By divorcing function from social obligation, caste becomes inefficient and destructive. Physical efforts (labor) are seen as degradation and have to be avoided. Caste lies at the heart of the Indian passion for symbolic actions: planting trees, but leaving the trees alone afterwards.

Poverty, the British
Poverty is not felt as an urge to anger or improving action, but as an exhaustible source of tears.
For V.S. Naipaul, India was (is still?) the world's greatest slum, with Kolkata as its nadir: filth, overpopulation and tainted money. It stands as an example of the total Indian tragedy and the terrible British failure. The British expressed their contempt for it and escaped back to England.

Religion
The religious doctrine was not as important as the forms it had bred. Religions was a spectacle (flagellations, ten thousand simultaneous prostrations), `a mixture of the gay, the penitential, the hysterical and, importantly, the absurd.'
The pilgrimage to the Cave of Amarnath with its massive ice phallus showed that `the generative force alone remained potent.'

Has India fundamentally changed since this disastrous report?

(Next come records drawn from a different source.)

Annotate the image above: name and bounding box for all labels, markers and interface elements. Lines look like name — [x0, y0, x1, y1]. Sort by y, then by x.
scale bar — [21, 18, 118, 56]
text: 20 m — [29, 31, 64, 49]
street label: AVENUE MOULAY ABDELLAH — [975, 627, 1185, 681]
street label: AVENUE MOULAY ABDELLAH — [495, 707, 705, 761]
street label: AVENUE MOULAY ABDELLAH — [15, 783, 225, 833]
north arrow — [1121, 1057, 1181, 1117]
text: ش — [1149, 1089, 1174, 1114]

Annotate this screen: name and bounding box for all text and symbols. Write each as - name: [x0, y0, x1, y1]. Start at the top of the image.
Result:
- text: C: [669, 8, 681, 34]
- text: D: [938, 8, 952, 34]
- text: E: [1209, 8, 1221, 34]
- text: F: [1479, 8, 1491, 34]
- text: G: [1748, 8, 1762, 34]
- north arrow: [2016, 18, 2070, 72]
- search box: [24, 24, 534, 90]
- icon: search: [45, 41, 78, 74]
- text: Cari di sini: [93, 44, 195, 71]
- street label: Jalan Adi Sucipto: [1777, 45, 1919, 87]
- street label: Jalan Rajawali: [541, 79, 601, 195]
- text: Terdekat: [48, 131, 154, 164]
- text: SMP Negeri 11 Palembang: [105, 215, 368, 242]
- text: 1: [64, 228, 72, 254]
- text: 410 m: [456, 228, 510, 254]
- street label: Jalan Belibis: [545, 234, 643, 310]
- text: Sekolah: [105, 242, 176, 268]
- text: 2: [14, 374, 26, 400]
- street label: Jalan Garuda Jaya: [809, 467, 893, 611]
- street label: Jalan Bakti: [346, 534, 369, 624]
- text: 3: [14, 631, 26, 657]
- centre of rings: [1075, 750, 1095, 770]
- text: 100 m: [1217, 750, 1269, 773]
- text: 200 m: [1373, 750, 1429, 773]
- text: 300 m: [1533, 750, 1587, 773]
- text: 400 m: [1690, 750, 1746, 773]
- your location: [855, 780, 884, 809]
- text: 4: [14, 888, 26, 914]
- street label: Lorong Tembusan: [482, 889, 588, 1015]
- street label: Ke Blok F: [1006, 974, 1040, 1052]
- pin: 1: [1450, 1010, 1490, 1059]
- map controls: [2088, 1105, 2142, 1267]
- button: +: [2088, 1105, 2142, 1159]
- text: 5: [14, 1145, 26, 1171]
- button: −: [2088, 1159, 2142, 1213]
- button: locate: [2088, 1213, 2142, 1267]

Was the treatment of a former `untouchable' Prime Minister a sign on the wall?

Our world today needs more V.S. Naipauls, who do not deny what they see and who have a keen eye for crucial political, social and economic issues and psychological impacts.
This impressive in depth travel report should be a model for all those who want to learn to see.
Not to be missed.

I also highly recommend the movies by the great Indian director Shyam BENEGAL.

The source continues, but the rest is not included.